Switching back to skiing, the plaintiff in the lawsuit - a Mr. Ryan Bradley- will get a chance to convince a jury that a hot dog was to blame his injuries. According to the article, Aspen's tradition of having its lift attendants serve hot dogs to skiers on Wednesdays distracted lift attendants who failed to notice that the chair Bradley was about to board still contained a metal apparatus used by ski patrol for transporting toboggans. Bradley claims he was injured as a result and filed suit against the resort.
Resorts augment statutory protections with releases and waivers. Generally these are found on the back of lift tickets or contained in a season pass agreement. Between the two sources of protection, it is normally quite difficult to successfully sue a ski resort.
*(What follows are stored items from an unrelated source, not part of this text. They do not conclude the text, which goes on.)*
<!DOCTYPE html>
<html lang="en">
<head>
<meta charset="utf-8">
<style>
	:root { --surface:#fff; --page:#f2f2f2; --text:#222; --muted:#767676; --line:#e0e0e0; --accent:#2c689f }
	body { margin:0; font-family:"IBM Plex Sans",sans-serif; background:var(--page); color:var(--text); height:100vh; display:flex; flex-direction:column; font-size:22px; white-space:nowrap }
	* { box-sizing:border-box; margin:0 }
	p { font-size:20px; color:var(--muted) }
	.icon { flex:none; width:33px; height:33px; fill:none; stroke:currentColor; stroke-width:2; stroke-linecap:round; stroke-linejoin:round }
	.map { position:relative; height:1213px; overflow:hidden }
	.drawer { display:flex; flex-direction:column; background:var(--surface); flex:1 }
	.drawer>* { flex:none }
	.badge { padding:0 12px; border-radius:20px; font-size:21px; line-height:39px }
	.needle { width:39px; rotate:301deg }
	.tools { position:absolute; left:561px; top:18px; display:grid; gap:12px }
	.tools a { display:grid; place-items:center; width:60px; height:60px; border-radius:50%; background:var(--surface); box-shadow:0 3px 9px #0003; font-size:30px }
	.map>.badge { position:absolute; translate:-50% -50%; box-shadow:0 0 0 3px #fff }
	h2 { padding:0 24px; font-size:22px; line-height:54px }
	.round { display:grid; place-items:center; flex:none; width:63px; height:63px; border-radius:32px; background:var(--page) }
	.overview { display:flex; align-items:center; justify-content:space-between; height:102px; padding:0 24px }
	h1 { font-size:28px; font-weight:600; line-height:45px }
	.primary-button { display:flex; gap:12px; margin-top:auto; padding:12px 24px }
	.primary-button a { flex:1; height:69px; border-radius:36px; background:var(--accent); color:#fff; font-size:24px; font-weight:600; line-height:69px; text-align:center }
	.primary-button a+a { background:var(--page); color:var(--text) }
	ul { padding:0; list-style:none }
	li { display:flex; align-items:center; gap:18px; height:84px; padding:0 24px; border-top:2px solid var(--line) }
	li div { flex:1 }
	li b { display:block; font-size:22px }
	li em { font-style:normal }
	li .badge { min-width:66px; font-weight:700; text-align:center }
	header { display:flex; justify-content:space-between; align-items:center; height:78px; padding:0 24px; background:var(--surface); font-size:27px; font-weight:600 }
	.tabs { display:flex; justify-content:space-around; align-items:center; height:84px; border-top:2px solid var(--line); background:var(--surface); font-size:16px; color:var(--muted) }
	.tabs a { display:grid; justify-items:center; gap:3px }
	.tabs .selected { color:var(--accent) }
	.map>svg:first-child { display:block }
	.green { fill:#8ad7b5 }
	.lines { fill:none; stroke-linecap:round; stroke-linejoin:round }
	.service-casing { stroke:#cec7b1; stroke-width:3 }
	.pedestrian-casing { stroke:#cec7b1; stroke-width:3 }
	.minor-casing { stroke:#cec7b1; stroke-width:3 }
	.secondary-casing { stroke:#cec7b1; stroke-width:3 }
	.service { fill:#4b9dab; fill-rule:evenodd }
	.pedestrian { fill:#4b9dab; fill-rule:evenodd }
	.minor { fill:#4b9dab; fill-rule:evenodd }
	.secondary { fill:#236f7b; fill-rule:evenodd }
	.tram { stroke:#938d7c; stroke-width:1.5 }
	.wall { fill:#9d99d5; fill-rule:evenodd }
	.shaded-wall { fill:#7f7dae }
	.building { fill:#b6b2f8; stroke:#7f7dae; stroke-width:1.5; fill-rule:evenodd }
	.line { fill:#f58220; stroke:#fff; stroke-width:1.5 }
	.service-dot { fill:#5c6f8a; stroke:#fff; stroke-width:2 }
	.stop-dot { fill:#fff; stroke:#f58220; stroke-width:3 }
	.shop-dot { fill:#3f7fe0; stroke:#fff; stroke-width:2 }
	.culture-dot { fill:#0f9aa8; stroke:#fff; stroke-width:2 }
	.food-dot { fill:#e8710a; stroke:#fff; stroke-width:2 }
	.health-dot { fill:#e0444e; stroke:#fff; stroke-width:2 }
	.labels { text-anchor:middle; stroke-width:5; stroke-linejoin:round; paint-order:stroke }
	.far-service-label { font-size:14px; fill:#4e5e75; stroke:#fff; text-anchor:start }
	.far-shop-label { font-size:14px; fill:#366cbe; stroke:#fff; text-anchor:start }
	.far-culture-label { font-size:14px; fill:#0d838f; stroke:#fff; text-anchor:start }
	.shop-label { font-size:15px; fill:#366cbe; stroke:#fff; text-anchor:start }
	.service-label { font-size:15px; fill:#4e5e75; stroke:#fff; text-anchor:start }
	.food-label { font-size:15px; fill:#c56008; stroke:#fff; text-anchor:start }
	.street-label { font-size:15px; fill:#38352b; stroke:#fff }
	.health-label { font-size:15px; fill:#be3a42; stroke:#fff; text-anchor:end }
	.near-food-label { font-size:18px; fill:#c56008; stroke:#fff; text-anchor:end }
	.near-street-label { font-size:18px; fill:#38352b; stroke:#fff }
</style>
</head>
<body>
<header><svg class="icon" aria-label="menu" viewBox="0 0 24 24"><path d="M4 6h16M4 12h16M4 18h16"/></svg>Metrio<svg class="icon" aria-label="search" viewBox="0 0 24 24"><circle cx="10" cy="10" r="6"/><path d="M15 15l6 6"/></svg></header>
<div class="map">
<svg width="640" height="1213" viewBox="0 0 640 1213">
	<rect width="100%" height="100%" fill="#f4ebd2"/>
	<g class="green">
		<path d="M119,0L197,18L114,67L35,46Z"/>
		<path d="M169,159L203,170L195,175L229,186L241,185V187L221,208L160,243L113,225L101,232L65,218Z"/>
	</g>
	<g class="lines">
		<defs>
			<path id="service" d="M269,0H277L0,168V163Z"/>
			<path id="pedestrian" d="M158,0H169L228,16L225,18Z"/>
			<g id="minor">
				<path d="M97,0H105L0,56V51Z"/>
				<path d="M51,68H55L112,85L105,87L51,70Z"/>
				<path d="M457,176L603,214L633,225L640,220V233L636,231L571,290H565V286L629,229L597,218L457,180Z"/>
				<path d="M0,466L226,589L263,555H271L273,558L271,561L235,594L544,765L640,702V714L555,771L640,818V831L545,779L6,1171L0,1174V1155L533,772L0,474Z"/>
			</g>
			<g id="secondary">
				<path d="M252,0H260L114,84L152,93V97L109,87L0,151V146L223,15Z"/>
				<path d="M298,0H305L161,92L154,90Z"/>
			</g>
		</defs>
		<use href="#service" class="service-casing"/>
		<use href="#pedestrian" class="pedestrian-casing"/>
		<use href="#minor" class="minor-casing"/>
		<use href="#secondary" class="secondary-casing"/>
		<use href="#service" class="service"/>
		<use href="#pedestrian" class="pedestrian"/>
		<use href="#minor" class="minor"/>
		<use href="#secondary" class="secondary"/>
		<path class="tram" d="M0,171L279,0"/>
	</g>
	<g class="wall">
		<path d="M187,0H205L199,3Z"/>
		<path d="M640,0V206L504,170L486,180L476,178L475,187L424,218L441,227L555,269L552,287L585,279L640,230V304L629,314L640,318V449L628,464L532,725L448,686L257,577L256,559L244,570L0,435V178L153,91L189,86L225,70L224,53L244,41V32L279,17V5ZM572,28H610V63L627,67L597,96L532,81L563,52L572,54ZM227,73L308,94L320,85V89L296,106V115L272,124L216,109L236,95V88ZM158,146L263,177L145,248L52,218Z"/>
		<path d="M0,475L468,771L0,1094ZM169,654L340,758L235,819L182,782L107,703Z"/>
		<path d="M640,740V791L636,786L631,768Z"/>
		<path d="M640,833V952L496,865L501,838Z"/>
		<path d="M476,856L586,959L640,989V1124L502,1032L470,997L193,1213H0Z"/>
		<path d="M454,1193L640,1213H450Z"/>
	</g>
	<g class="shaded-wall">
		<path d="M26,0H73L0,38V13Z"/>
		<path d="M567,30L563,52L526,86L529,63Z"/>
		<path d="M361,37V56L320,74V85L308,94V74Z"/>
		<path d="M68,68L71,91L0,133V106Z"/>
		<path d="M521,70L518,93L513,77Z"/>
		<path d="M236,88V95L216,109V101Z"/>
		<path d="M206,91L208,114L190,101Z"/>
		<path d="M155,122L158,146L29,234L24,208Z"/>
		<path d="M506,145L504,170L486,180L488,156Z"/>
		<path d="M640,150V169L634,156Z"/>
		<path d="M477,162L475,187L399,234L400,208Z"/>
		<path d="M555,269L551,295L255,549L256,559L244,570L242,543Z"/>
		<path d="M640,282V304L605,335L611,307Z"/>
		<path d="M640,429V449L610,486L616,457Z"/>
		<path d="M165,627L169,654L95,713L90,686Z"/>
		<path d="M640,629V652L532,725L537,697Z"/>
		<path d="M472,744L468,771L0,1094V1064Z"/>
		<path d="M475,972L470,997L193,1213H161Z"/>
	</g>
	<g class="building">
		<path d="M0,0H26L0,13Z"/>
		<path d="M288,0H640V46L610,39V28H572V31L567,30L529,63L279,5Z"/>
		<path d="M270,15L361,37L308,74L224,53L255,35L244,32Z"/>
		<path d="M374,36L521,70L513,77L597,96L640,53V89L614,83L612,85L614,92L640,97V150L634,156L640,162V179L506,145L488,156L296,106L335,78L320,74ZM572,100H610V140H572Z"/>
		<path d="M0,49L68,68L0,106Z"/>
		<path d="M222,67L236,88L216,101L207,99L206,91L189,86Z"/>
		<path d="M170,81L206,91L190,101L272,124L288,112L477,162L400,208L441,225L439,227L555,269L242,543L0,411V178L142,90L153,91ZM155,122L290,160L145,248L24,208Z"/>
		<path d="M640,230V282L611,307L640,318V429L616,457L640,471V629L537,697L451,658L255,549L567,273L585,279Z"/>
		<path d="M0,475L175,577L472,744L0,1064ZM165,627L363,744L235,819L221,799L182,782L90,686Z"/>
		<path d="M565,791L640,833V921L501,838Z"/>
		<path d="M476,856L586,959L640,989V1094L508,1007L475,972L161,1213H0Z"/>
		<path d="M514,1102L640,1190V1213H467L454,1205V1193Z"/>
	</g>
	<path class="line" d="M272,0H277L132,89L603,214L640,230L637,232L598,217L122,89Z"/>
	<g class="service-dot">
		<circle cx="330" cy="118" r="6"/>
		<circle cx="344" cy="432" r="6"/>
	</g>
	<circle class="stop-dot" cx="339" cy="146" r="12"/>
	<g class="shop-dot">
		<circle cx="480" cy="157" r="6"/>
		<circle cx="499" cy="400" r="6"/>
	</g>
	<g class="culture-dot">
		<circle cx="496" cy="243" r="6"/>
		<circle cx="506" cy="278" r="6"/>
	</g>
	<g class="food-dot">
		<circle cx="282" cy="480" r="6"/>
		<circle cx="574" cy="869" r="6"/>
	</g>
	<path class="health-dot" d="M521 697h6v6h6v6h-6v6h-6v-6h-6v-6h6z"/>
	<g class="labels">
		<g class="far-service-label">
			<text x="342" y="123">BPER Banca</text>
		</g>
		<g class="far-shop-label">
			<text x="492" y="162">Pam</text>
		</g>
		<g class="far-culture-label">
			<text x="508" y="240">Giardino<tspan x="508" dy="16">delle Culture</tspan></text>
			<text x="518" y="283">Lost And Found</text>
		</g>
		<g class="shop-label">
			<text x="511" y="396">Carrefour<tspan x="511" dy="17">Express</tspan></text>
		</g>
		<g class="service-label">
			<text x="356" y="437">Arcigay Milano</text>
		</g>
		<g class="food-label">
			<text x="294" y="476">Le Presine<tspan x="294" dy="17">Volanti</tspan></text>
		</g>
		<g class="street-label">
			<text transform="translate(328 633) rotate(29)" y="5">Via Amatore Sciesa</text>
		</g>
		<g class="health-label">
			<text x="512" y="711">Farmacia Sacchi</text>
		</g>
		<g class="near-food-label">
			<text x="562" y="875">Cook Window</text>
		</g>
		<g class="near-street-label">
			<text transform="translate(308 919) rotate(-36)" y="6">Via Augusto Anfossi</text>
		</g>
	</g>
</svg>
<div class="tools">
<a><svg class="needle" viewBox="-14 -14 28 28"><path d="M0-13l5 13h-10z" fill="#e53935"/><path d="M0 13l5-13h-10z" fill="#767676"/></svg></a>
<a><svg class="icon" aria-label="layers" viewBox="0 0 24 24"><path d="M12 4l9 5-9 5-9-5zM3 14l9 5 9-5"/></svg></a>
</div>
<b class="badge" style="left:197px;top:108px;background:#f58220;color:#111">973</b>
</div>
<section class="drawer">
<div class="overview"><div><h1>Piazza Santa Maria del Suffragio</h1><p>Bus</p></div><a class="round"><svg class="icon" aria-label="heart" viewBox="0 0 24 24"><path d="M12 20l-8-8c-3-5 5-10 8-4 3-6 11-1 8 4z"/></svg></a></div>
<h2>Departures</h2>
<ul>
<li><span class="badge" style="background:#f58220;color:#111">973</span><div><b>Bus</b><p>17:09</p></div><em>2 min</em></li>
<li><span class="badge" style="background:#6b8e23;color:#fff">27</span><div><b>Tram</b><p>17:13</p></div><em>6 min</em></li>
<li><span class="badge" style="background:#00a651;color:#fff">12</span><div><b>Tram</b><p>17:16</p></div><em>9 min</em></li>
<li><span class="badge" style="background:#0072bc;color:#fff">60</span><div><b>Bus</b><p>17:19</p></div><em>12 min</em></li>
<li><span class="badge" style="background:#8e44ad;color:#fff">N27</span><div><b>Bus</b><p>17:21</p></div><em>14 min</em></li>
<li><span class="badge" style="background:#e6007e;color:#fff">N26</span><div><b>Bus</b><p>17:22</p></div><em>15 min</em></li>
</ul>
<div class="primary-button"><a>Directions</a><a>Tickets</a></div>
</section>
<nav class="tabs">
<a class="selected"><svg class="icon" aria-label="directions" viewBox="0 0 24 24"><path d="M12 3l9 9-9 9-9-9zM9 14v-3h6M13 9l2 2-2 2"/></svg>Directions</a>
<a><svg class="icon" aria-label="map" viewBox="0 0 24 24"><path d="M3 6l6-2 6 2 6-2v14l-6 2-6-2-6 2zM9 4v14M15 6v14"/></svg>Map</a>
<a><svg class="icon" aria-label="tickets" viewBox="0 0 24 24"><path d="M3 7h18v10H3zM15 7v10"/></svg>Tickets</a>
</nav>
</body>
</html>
In fact, Aspen sought to defend Bradley's claim using this tried and true defense, alleging that his suit was barred by his season pass agreement in which he agreed to "waive, release, indemnify, defend and hold harmless” Aspen from “any and all claims of any sort whatsoever arising out of or related to [the] use of the facilities, ski area and lifts.”
However, the same ski safety acts that protects resorts also impose certain duties. All Colorado resorts must operate their aerial tramways and chairlifts in conformance with standards set forth in the Colorado Passenger Tramway Safety Act. Bradley claims that by having its lift attendants serve hot dogs instead of focusing on loading chairs, the resort violated the act. Aspen disagreed. Judge Lynch's ruling paves the way for a jury to decide the question of fact.
The reason it is important to determine whether the resort violated the Passenger Tramway Safety Act is that a violation of the act is one of the narrow instances where a plaintiff can recover against a resort. While lawmakers may have been willing to make skiers assume the risks associated with the sport, they did not want to allow resorts to operate complex and potentially dangerous machinery in a negligent manner without consequence. The specter of lawsuits incentivizes resorts to maintain a proper standard of care. Additionally, resorts cannot get around the requirements of the Passenger Tramway Safety Act by having skiers waive its requirements or release the resort for violations. As Judge Lynch put it, “[p]arties may not privately contract to abrogate statutory requirements.”
As the article correctly notes, "an injury-causing violation by the ski area operator of any requirement of this article or any rule or regulation promulgated by the passenger tramway safety board constitutes negligence [per se]" (internal quotations omitted). Consequently, the distinction between negligence and negligence per se becomes critical. Negligence claims against the resort are generally barred by the Ski Safety Act (or contracted away), while negligence per se claims are permitted where the resort has violated the Passenger Tramway Safety Act: a small distinction, with a huge difference.
- The defendant violated a statute
- The statute was designed to protect health or safety
- The defendant’s breach of the statute caused the kind of harm the law aims to prevent
- The claimant is a member of the group of people that the safety law was created to protect.
A heightened standard of care would tip the scales in Bradley's favor by requiring Aspen to prove it was not negligent. Based on the foregoing it appears Bradley might well prevail on a negligence per se claim.